*WORK ORDER*
The answer must be the lines from the one containing "Enumerate all labels, symbols" through the last line of the data below, copied exactly, with nothing else.

*INFORMATION SUPPLIED*

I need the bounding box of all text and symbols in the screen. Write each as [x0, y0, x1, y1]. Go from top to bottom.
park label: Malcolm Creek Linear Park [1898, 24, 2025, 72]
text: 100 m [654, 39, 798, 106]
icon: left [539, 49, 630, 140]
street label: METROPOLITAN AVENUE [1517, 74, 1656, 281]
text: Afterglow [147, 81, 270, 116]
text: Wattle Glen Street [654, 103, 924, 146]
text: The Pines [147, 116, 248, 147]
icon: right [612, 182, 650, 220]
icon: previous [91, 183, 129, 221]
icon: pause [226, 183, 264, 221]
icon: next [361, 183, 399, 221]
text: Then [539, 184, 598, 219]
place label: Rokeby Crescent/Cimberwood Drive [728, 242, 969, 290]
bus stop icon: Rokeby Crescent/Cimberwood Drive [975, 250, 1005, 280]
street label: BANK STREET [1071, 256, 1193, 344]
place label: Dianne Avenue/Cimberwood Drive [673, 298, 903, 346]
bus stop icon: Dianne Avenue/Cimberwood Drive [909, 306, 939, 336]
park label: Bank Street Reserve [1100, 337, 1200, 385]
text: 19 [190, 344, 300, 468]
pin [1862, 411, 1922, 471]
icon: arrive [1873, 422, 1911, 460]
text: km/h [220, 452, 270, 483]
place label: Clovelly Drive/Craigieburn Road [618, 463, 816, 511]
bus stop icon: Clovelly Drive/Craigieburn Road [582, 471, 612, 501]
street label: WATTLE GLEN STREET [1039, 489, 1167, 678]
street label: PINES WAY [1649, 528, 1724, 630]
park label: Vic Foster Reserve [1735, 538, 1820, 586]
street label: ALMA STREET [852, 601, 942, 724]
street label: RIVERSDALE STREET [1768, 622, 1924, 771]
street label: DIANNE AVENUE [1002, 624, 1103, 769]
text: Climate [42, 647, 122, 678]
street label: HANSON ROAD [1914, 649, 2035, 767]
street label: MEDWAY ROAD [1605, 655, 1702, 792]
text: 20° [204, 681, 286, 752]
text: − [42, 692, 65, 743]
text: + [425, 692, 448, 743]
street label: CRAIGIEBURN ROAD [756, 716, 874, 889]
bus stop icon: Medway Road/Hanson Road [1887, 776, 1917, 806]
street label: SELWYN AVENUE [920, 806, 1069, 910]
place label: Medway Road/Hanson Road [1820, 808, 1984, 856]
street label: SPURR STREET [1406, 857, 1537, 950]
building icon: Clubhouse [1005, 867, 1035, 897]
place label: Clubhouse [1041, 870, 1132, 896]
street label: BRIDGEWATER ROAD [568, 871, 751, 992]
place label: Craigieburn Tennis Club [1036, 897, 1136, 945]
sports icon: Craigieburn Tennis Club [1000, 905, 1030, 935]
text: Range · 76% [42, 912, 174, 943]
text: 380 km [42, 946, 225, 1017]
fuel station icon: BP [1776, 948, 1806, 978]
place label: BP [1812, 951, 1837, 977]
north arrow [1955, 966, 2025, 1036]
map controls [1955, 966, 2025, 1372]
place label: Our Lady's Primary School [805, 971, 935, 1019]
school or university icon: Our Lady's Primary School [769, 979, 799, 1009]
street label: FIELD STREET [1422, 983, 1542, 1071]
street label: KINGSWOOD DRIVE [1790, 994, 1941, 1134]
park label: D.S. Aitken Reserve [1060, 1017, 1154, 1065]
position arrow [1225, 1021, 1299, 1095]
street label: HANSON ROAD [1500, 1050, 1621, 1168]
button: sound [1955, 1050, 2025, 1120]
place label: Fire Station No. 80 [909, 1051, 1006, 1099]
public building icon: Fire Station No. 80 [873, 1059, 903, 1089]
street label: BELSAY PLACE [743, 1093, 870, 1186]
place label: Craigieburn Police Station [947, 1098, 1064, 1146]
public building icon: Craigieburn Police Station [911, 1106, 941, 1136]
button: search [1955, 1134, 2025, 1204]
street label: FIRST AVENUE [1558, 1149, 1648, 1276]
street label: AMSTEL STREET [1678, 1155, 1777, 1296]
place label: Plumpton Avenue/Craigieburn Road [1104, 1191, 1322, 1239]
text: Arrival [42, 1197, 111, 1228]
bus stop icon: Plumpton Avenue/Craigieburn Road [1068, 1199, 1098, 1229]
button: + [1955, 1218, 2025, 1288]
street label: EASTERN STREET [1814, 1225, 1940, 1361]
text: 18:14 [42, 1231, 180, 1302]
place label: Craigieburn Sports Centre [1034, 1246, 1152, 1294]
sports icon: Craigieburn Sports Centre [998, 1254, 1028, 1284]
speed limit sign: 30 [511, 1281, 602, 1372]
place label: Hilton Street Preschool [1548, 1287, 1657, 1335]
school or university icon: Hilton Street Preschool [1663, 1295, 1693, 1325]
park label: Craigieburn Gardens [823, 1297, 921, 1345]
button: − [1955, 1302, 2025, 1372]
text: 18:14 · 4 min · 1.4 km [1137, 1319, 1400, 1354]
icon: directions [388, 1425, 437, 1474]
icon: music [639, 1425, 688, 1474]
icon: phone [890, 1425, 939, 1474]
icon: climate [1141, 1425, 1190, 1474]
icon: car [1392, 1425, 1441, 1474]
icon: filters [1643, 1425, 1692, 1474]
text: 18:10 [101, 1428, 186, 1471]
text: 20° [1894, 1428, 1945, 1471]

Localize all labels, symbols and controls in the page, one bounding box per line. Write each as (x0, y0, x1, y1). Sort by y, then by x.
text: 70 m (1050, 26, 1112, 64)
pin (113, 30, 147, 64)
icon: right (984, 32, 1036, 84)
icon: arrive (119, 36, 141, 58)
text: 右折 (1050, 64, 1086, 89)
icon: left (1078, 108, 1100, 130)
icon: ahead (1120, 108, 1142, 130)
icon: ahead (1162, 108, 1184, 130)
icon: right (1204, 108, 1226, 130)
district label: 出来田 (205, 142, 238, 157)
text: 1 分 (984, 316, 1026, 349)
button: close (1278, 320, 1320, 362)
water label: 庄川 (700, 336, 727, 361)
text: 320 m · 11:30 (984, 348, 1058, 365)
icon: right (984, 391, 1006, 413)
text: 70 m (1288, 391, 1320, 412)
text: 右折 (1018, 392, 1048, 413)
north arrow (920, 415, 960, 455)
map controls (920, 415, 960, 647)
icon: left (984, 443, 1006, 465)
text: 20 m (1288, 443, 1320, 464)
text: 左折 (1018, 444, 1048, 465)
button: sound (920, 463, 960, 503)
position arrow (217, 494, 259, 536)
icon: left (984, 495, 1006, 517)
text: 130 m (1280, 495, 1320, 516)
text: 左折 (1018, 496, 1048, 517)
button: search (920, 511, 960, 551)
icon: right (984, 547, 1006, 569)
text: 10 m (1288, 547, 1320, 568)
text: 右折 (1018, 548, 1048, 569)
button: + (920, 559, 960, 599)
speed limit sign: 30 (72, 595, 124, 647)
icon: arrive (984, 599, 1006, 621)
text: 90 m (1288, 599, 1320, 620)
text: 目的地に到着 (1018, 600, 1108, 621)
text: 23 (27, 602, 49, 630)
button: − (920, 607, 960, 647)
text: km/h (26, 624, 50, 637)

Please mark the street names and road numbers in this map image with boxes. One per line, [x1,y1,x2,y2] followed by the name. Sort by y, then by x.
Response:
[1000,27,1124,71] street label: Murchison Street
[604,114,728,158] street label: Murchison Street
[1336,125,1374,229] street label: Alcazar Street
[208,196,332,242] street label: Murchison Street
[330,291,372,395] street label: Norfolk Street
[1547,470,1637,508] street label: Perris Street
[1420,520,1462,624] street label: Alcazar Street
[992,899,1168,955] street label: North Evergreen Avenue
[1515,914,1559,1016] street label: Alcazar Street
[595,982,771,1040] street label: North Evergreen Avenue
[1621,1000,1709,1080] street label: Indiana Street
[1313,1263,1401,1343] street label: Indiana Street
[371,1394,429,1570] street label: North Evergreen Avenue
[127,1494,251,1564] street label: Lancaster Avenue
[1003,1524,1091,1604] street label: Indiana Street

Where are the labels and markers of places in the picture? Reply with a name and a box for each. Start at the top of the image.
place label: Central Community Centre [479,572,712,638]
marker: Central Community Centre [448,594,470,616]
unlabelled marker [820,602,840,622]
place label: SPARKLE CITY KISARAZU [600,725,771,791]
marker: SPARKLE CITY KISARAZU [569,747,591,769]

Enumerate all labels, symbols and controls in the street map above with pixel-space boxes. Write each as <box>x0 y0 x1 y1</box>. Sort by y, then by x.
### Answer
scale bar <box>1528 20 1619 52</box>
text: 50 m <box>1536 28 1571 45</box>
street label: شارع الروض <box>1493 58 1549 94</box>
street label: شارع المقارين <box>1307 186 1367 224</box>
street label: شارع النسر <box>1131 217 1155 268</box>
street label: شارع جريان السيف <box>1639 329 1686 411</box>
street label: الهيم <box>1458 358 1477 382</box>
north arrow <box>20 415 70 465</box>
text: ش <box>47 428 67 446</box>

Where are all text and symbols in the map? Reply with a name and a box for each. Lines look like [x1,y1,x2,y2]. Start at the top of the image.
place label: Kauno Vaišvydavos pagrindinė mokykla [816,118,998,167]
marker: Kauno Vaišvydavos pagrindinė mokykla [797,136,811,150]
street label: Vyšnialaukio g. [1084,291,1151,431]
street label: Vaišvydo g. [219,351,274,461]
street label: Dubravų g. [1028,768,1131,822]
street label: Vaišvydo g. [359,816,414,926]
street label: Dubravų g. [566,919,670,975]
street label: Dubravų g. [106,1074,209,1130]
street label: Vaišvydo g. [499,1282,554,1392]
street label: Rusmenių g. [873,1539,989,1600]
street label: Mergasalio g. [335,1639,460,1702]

*EXERCISE ANSWER*
Enumerate all labels, symbols and controls in the street map above with pixel-space boxes. Write each as <box>x0 y0 x1 y1</box>. Sort by y, then by x.
### Answer
scale bar <box>1528 20 1619 52</box>
text: 50 m <box>1536 28 1571 45</box>
street label: شارع الروض <box>1493 58 1549 94</box>
street label: شارع المقارين <box>1307 186 1367 224</box>
street label: شارع النسر <box>1131 217 1155 268</box>
street label: شارع جريان السيف <box>1639 329 1686 411</box>
street label: الهيم <box>1458 358 1477 382</box>
north arrow <box>20 415 70 465</box>
text: ش <box>47 428 67 446</box>

Where are all text and symbols in the map? Reply with a name and a box for each. Lines look like [x1,y1,x2,y2]. Start at the top of the image.
place label: Kauno Vaišvydavos pagrindinė mokykla [816,118,998,167]
marker: Kauno Vaišvydavos pagrindinė mokykla [797,136,811,150]
street label: Vyšnialaukio g. [1084,291,1151,431]
street label: Vaišvydo g. [219,351,274,461]
street label: Dubravų g. [1028,768,1131,822]
street label: Vaišvydo g. [359,816,414,926]
street label: Dubravų g. [566,919,670,975]
street label: Dubravų g. [106,1074,209,1130]
street label: Vaišvydo g. [499,1282,554,1392]
street label: Rusmenių g. [873,1539,989,1600]
street label: Mergasalio g. [335,1639,460,1702]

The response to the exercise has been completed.